In Sugerman’s current role, he is responsible for running Disney’s various publishing units across the company’s franchises, which print books, magazines and comics. The non-Disney content printed by publishing imprints that Disney manages — such as Hyperion, which prints the popular books written by Mo Willems and Rick Riordan, among others — also falls under Sugerman’s domain.

Sugerman said that he recently became responsible for overseeing all of Disney’s kid and family apps, as well as the Walt Disney Company’s websites and social media for all its franchises.

He said that while he is certainly responsible for overseeing a great deal of content, he appreciates the ability to be involved in so much of Disney’s future.

“It’s been exciting because I love creativity and I love the collision between creativity and business, and I’ve really landed in a role that brings all of that to bear. But it’s all also on the cutting edge of where audiences are going,” Sugerman said. “So I get to see storytelling in its rawest form on the publishing side but also storytelling in its newest form through the digital and social side.”

Sugerman recently returned to the College for a visit with his wife, Sarah Sugerman ’92, who he met at the College, and their children. He said that even after following the winding road his life had taken him on, it felt like the College was still the same serene place, almost out of time, that he remembered from his days as a student.

“The College is timeless and the feeling that you have when you walk on the campus is timeless,” Sugerman said. “And there’s sort of a magic to that, that even my children felt. When my children were on campus, they were really blown away by the history and beauty of the environment that I was really happy to share with them.”

For Sugerman, it was the College where he was first able to identify his passions that led him down the career path he followed. He said that it was finding the courage to follow his passions that allowed him to truly feel successful in his life.

“[You have to] identify the things that you’re truly passionate about,” Sugerman said. “And don’t compromise them or don’t lose sight of them, because later in life those are the things that will drive you to do great things. … Being successful doesn’t mean just financially successful, it means a combination of things, like fulfilled, creating great, great products or great outputs, or great insights.”

Ultimately, Sugerman’s advice to students currently at the College thinking about their futures largely revolves around having faith that things will work out, even if it doesn’t necessarily happen quickly.

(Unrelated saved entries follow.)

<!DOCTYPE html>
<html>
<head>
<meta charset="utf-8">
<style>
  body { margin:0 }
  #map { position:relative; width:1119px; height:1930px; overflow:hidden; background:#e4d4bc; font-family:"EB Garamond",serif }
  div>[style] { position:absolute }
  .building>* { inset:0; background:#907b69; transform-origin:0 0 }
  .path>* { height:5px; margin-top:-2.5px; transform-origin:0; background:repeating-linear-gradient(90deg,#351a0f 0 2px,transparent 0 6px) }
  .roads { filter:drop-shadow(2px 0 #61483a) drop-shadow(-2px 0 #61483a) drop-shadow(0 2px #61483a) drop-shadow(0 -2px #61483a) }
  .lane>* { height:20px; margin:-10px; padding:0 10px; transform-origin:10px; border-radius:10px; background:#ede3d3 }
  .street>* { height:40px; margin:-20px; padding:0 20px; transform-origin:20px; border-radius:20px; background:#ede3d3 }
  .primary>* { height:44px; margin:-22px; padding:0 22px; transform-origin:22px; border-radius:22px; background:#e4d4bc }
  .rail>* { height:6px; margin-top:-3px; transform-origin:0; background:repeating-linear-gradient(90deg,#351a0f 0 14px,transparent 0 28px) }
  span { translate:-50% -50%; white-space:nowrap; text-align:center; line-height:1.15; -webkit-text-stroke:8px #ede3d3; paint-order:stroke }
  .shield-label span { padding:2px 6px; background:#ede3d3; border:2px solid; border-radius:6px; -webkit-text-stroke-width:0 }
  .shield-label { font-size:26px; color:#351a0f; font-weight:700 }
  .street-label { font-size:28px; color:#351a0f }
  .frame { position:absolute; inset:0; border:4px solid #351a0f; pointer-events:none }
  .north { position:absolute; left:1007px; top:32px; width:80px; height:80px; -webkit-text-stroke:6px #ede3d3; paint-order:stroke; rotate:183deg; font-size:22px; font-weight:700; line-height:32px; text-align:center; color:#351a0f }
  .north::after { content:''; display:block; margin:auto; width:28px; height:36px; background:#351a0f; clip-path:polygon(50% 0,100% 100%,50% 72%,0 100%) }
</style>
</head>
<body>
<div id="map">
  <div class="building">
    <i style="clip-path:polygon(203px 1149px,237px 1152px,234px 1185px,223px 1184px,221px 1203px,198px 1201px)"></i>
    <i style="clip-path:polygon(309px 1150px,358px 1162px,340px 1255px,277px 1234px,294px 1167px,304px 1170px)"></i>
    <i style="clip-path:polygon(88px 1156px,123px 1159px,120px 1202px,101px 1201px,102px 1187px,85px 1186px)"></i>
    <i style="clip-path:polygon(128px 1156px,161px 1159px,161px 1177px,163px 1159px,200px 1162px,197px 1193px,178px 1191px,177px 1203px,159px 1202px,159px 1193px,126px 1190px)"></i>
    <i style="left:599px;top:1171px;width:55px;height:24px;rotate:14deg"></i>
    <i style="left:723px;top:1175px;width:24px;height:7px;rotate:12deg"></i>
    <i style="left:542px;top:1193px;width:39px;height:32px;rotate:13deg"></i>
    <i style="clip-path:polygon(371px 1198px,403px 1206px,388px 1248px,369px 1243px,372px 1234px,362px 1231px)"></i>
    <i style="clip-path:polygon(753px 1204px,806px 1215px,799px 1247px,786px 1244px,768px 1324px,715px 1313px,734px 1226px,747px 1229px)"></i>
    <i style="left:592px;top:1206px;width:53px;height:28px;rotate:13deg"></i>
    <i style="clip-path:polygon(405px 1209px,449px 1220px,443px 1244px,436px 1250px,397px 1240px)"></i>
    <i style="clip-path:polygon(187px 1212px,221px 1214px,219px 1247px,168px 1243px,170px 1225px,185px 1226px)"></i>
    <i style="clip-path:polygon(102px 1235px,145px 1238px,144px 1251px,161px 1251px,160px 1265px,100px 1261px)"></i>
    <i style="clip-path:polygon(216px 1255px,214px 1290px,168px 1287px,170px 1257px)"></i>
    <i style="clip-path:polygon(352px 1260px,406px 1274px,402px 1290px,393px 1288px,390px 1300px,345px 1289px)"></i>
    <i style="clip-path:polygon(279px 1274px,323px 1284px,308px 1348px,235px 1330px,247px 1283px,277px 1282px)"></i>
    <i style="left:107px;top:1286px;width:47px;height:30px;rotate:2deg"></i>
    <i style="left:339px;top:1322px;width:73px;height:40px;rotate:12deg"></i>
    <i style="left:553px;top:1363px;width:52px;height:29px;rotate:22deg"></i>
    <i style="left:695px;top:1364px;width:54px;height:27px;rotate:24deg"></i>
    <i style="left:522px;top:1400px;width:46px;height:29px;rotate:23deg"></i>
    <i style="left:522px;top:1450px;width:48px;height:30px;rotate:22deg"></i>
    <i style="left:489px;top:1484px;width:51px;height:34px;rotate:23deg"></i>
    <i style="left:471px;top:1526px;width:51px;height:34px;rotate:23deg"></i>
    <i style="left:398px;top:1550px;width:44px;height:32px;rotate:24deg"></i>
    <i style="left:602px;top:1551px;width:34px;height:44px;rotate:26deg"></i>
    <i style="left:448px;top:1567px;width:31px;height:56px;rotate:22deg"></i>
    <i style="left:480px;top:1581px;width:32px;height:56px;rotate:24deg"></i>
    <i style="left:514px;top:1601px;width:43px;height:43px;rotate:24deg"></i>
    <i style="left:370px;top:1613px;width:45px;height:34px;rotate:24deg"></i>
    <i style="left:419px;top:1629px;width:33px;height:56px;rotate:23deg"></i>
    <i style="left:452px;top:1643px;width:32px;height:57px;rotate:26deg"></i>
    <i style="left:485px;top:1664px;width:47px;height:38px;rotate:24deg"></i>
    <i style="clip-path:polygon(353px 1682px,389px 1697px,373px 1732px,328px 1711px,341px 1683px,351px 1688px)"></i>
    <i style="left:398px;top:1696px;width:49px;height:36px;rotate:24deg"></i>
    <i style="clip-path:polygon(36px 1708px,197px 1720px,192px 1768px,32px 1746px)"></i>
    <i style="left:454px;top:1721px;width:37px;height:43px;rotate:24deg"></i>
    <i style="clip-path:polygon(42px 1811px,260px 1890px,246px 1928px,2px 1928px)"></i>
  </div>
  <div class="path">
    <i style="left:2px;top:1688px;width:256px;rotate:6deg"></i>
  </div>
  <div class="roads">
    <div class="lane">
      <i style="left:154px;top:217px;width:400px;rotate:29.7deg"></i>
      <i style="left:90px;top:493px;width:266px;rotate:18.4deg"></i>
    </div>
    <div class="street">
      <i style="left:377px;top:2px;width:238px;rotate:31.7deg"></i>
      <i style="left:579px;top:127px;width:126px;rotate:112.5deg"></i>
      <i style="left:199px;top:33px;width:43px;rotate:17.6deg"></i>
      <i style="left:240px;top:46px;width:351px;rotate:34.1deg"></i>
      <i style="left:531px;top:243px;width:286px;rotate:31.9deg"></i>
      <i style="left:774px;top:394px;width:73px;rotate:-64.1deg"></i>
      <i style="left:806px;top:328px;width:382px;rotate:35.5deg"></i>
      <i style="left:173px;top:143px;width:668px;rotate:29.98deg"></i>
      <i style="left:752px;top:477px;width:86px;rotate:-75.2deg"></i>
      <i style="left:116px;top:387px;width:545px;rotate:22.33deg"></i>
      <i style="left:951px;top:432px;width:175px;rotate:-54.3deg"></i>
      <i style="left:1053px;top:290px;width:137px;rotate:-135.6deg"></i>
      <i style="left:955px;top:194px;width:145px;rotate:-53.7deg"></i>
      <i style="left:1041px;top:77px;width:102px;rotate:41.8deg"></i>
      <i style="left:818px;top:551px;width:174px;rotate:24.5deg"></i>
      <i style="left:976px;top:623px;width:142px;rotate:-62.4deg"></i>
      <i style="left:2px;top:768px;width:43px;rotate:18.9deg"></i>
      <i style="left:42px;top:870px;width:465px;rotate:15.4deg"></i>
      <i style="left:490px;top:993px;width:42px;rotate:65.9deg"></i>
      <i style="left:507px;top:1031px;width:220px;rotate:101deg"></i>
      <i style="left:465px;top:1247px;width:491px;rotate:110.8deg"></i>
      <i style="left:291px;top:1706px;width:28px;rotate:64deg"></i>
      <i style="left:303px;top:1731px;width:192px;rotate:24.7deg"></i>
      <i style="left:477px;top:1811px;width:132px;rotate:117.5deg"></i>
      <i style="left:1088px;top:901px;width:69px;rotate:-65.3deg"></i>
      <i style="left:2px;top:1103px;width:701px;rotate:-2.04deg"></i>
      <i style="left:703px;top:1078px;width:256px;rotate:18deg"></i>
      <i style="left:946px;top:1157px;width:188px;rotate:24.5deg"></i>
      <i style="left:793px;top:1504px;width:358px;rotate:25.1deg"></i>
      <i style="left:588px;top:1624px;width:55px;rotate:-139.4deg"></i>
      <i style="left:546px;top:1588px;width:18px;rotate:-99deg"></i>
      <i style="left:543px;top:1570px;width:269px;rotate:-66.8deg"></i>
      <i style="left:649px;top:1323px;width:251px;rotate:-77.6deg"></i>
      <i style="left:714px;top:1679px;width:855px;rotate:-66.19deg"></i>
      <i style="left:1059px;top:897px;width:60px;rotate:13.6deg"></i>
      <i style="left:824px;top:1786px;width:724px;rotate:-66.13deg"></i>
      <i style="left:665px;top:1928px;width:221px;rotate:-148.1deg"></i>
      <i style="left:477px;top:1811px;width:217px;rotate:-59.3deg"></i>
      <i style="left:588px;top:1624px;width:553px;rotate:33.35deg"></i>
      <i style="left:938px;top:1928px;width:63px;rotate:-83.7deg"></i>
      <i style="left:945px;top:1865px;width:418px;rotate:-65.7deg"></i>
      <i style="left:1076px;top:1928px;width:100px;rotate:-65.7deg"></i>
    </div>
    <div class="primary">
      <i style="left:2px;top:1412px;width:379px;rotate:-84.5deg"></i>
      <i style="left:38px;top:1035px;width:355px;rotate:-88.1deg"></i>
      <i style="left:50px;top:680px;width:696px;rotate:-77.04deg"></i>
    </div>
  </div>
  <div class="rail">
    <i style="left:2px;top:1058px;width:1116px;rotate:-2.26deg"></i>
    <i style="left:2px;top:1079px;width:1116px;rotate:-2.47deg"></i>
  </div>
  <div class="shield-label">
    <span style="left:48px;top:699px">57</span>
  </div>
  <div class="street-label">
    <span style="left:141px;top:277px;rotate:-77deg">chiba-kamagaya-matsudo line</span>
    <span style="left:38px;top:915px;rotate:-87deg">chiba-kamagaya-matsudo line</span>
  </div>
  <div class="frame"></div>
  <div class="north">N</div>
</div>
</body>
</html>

For Sugerman, his career path was long and winding, but he said that being patient and letting life run its course was worth it because he ended up in a job that he loves.

“Things evolve, things play out,” Sugerman said. “What something looks like today is not a determining factor on what it might look like tomorrow or a week from now or a year from now. So stay true to your path, stay true to what you want to accomplish and your mission, but also have an element of patience to let it play through.”

He cited his experience moving to Hong Kong while being the father of a one-year-old.

He said that sometimes it’s important to make the hard choice if it leads to a unique opportunity. This advice he said was a principle he followed throughout his career journey.

“I’ve always had a willingness to take risks and to go places that others might be reluctant or hesitant,” Sugerman said. “If you look for the road less traveled, there are a lot of great things on that road.”